* **What the exercise asks**:
Pull every line that includes the word "road" from the data.

* **Exercise input**:

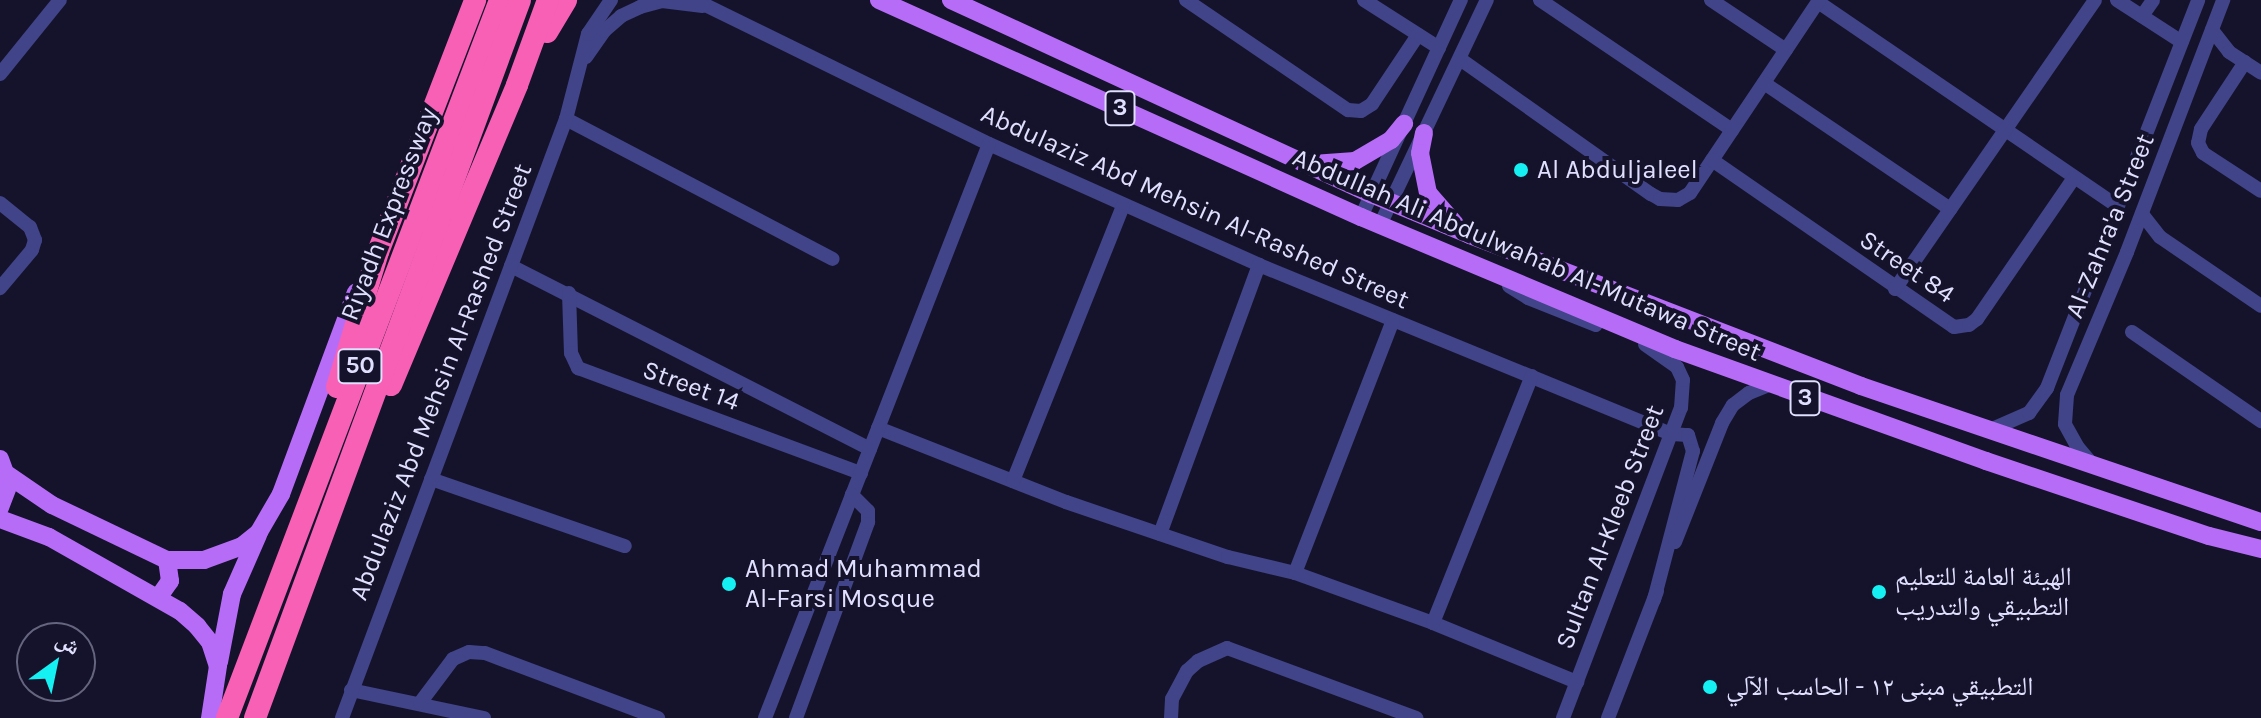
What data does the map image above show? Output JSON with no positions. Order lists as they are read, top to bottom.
{
  "streets": {
    "highway": ["Riyadh Expressway", "50"],
    "main road": ["3", "Abdullah Ali Abdulwahab Al-Mutawa Street"],
    "street": [
      "Abdulaziz Abd Mehsin Al-Rashed Street",
      "Al-Zahra'a Street",
      "Street 84",
      "Street 14",
      "Sultan Al-Kleeb Street"
    ]
  },
  "crossings": [
    ["Abdulaziz Abd Mehsin Al-Rashed Street", "Street 14"],
    ["Abdulaziz Abd Mehsin Al-Rashed Street", "Sultan Al-Kleeb Street"],
    ["Al-Zahra'a Street", "Abdullah Ali Abdulwahab Al-Mutawa Street"],
    ["Abdullah Ali Abdulwahab Al-Mutawa Street", "Sultan Al-Kleeb Street"]
  ],
  "places": [
    "Al Abduljaleel",
    "Ahmad Muhammad Al-Farsi Mosque",
    "الهيئة العامة للتعليم التطبيقي والتدريب",
    "التطبيقي مبنى ١٢ - الحاسب الآلي"
  ],
  "north": "top right"
}
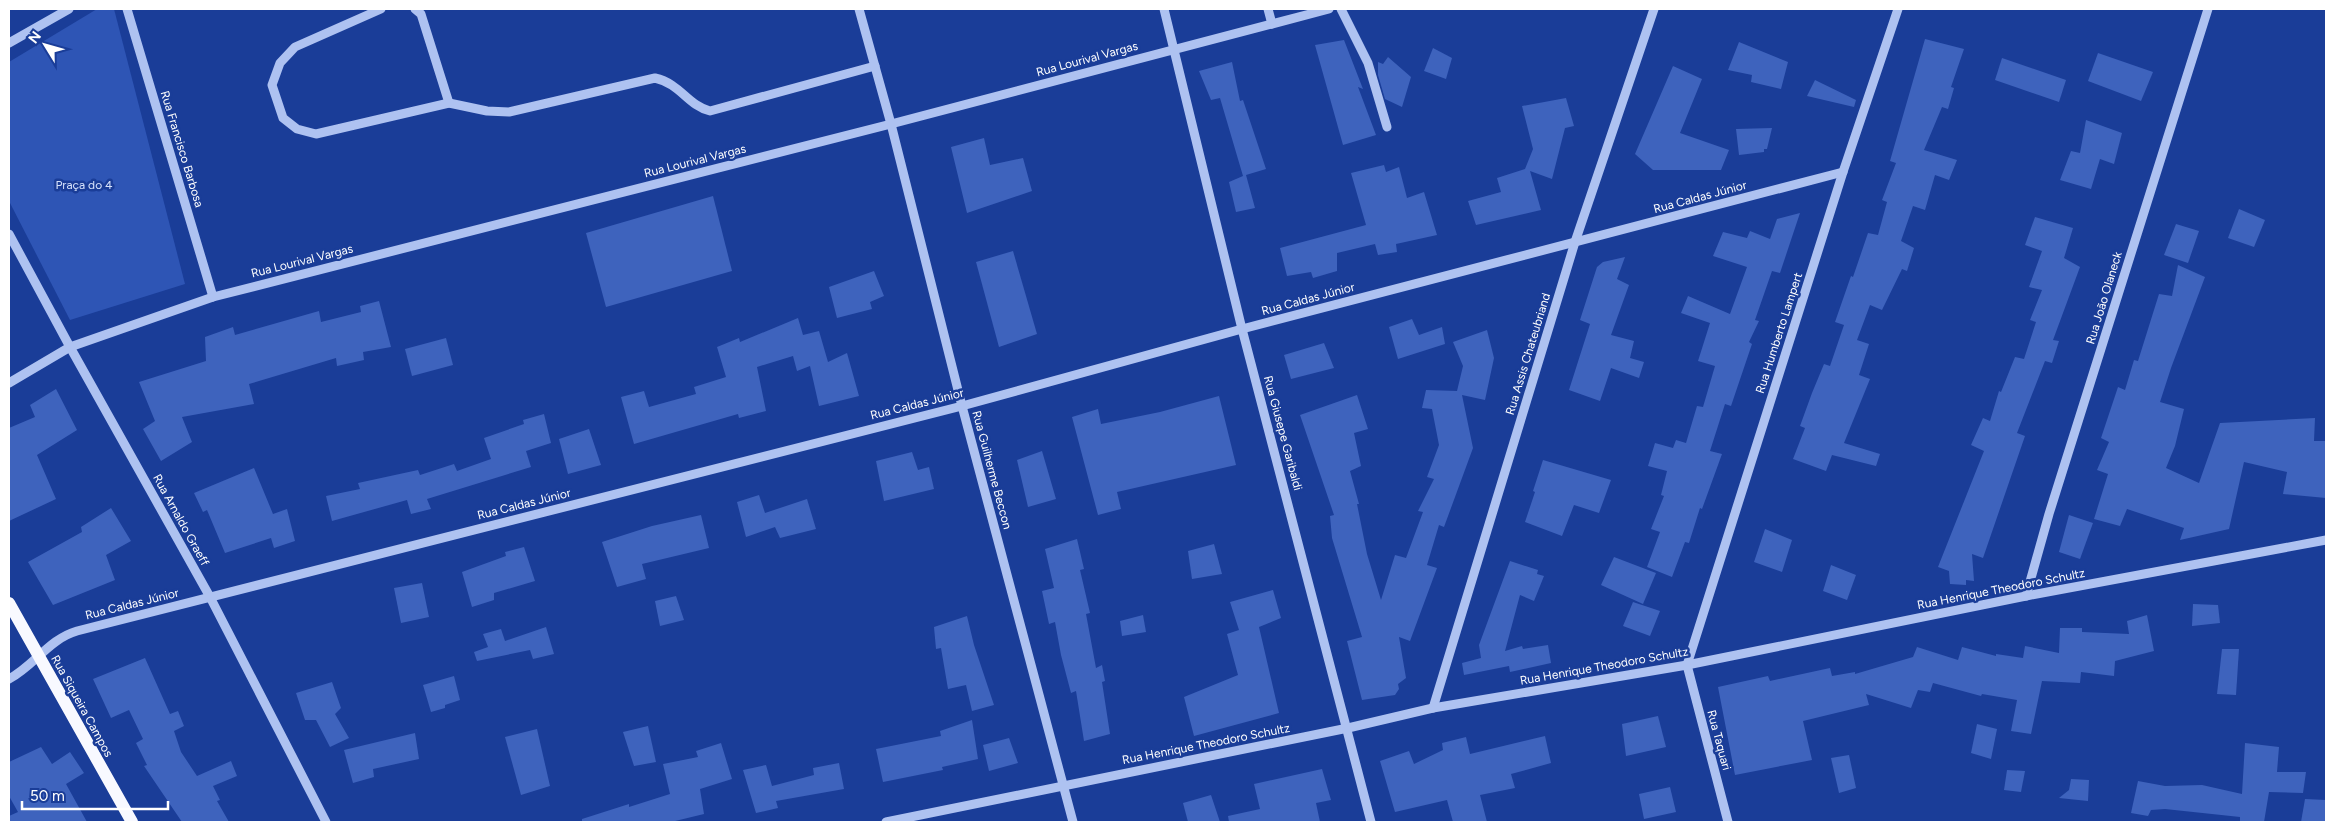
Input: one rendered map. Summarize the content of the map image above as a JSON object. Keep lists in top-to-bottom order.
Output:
{
  "streets": {
    "main road": ["Rua Siqueira Campos"],
    "street": [
      "Rua Lourival Vargas",
      "Rua Francisco Barbosa",
      "Rua Caldas Júnior",
      "Rua João Olaneck",
      "Rua Humberto Lampert",
      "Rua Assis Chateubriand",
      "Rua Giusepe Garibaldi",
      "Rua Guilherme Beccon",
      "Rua Arnaldo Graeff",
      "Rua Henrique Theodoro Schultz",
      "Rua Taquari"
    ]
  },
  "crossings": [
    ["Rua Lourival Vargas", "Rua Francisco Barbosa"],
    ["Rua Lourival Vargas", "Rua Giusepe Garibaldi"],
    ["Rua Lourival Vargas", "Rua Guilherme Beccon"],
    ["Rua Lourival Vargas", "Rua Arnaldo Graeff"],
    ["Rua Caldas Júnior", "Rua Humberto Lampert"],
    ["Rua Caldas Júnior", "Rua Assis Chateubriand"],
    ["Rua Caldas Júnior", "Rua Giusepe Garibaldi"],
    ["Rua Caldas Júnior", "Rua Guilherme Beccon"],
    ["Rua Caldas Júnior", "Rua Arnaldo Graeff"],
    ["Rua Caldas Júnior", "Rua Siqueira Campos"],
    ["Rua João Olaneck", "Rua Henrique Theodoro Schultz"],
    ["Rua Humberto Lampert", "Rua Henrique Theodoro Schultz"],
    ["Rua Humberto Lampert", "Rua Taquari"],
    ["Rua Assis Chateubriand", "Rua Henrique Theodoro Schultz"],
    ["Rua Giusepe Garibaldi", "Rua Henrique Theodoro Schultz"],
    ["Rua Guilherme Beccon", "Rua Henrique Theodoro Schultz"],
    ["Rua Henrique Theodoro Schultz", "Rua Taquari"]
  ],
  "parks": ["Praça do 4"],
  "scale_bar": "50 m",
  "north": "top left"
}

* **Response to the task**:
    "main road": ["3", "Abdullah Ali Abdulwahab Al-Mutawa Street"],
    "main road": ["Rua Siqueira Campos"],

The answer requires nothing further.